- **MATERIALS PROVIDED**
+++

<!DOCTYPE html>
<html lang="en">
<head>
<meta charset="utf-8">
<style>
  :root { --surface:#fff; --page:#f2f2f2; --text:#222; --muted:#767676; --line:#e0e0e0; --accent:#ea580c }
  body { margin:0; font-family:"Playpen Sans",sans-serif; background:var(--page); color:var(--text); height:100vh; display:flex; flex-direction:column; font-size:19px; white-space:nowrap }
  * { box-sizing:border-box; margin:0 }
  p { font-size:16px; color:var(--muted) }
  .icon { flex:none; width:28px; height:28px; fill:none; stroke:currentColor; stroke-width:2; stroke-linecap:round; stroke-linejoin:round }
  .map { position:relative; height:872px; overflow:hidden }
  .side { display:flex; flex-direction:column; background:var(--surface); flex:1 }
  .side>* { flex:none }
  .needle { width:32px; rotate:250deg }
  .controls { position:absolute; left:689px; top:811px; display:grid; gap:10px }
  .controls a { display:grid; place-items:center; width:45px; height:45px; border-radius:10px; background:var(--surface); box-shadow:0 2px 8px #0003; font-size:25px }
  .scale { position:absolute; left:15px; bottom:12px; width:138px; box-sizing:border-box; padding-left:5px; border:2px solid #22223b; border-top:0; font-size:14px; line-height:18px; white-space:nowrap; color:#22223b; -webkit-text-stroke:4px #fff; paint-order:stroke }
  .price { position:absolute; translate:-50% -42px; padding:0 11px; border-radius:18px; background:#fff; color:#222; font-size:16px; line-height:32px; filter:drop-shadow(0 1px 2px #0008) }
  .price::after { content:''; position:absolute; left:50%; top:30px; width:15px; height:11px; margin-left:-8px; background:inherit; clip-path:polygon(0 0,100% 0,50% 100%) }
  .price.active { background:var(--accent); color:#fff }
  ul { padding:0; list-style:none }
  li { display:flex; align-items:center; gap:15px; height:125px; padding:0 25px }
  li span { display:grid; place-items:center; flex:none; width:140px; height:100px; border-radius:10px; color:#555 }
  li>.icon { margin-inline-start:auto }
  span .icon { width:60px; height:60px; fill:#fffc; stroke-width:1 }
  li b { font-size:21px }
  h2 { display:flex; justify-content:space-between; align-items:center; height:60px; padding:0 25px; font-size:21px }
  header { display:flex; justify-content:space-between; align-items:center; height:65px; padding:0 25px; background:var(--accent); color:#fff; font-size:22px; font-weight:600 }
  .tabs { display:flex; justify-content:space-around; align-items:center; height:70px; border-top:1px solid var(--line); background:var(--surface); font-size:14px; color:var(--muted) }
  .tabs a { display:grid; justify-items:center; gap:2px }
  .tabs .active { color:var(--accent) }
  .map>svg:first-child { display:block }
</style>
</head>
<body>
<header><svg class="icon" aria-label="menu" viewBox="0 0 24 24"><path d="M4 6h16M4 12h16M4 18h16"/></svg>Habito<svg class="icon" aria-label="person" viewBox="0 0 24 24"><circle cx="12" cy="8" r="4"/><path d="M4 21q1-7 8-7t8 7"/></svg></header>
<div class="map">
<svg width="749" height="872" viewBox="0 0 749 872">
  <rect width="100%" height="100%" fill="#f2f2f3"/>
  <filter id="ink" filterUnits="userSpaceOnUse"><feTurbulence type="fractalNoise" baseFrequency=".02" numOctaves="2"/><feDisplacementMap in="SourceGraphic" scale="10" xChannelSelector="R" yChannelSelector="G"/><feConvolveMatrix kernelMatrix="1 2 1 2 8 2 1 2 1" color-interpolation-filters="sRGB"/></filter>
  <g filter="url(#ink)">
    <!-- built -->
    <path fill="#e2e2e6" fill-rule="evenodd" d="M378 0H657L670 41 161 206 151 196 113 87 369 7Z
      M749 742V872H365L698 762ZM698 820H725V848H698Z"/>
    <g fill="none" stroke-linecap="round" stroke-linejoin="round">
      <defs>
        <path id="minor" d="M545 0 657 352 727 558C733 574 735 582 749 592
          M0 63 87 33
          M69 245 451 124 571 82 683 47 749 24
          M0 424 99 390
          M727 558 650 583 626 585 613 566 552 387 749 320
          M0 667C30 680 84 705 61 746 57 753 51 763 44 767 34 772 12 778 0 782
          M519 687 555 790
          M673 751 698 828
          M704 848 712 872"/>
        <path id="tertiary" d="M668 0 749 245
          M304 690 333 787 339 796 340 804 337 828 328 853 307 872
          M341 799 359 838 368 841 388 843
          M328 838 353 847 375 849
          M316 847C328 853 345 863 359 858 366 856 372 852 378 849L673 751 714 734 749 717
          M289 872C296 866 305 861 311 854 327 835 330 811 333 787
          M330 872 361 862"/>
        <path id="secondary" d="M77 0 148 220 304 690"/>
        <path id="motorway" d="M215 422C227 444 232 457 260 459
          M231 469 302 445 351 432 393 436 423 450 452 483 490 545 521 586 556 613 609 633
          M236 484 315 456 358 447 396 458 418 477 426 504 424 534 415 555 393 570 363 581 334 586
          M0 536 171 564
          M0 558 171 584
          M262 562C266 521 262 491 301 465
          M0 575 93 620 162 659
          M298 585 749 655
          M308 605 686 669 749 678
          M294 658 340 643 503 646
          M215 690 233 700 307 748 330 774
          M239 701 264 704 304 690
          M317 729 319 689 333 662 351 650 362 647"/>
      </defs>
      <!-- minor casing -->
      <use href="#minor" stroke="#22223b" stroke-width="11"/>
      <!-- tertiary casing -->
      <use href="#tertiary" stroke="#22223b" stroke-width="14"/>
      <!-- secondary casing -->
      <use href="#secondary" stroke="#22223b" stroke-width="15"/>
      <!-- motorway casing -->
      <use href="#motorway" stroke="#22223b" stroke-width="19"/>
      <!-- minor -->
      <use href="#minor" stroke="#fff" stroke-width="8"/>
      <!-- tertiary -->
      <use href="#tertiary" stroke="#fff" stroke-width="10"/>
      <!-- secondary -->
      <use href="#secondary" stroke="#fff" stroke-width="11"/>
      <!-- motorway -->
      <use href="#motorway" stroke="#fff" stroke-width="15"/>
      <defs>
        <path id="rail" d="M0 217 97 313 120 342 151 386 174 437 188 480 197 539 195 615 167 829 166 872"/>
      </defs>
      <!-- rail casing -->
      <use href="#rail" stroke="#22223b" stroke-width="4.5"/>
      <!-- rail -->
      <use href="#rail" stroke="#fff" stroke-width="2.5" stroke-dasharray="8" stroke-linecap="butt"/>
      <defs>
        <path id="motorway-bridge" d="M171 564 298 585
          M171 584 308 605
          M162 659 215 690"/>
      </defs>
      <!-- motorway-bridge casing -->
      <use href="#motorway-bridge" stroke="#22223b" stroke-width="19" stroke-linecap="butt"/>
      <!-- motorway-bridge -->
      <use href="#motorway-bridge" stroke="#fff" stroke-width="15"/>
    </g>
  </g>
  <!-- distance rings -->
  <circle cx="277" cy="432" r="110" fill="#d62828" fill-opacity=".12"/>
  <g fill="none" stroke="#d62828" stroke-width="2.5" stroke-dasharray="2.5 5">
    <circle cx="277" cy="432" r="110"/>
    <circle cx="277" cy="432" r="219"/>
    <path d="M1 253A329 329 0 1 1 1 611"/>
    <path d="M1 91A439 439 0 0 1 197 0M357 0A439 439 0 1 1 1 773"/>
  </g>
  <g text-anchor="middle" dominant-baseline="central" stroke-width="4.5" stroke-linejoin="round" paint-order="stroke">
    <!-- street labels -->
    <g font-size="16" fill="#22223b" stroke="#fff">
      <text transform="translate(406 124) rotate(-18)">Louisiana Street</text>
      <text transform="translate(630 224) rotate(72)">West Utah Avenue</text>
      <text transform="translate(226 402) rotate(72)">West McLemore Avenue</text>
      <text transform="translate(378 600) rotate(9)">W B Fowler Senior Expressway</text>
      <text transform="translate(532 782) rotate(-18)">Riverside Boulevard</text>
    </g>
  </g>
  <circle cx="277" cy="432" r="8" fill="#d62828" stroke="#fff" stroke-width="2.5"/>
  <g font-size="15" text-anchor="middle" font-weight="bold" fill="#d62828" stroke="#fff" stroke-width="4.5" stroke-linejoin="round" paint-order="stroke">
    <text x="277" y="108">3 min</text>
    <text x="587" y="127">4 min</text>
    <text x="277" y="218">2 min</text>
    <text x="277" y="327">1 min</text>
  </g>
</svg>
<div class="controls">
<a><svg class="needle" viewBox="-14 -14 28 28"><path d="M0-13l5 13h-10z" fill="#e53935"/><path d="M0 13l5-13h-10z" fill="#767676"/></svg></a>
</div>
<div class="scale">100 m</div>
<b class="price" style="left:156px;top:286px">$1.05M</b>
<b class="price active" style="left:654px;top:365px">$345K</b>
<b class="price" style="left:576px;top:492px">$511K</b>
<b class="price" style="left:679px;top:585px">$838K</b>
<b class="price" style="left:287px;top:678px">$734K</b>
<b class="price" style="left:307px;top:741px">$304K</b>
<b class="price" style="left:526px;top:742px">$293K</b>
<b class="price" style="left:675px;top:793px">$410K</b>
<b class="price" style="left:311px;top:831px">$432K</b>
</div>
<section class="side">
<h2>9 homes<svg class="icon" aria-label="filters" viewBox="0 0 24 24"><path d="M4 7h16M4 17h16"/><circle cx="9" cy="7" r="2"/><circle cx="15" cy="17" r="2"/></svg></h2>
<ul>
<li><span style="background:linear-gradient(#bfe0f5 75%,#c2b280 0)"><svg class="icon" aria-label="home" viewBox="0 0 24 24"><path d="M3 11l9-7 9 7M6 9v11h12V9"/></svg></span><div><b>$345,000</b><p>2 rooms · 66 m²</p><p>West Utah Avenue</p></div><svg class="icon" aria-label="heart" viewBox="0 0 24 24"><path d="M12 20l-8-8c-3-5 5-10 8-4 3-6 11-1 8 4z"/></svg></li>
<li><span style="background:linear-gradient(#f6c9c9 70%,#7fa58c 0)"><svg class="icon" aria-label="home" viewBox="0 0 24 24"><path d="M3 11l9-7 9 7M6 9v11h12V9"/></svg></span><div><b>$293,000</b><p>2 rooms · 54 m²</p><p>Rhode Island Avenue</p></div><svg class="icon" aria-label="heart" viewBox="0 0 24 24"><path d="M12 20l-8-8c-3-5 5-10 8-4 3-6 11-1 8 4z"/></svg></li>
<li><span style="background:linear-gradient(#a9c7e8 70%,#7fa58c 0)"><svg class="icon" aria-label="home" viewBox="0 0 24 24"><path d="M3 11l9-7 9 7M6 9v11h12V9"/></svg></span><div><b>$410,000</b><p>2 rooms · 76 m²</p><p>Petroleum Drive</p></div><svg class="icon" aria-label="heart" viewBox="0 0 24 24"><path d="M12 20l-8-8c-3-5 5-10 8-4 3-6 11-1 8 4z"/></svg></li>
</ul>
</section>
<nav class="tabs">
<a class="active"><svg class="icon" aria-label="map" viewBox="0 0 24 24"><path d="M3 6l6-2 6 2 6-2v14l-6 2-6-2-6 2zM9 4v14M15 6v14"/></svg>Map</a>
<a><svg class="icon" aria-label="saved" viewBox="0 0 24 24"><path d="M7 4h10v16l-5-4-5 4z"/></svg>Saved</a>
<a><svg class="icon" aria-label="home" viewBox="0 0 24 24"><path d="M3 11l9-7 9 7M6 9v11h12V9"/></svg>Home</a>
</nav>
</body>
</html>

+++

- **WORK INSTRUCTIONS**
Find the string "white" in the listing and copy every line in which it occurs.

- **YOUR SOLUTION**
  body { margin:0; font-family:"Playpen Sans",sans-serif; background:var(--page); color:var(--text); height:100vh; display:flex; flex-direction:column; font-size:19px; white-space:nowrap }
  .scale { position:absolute; left:15px; bottom:12px; width:138px; box-sizing:border-box; padding-left:5px; border:2px solid #22223b; border-top:0; font-size:14px; line-height:18px; white-space:nowrap; color:#22223b; -webkit-text-stroke:4px #fff; paint-order:stroke }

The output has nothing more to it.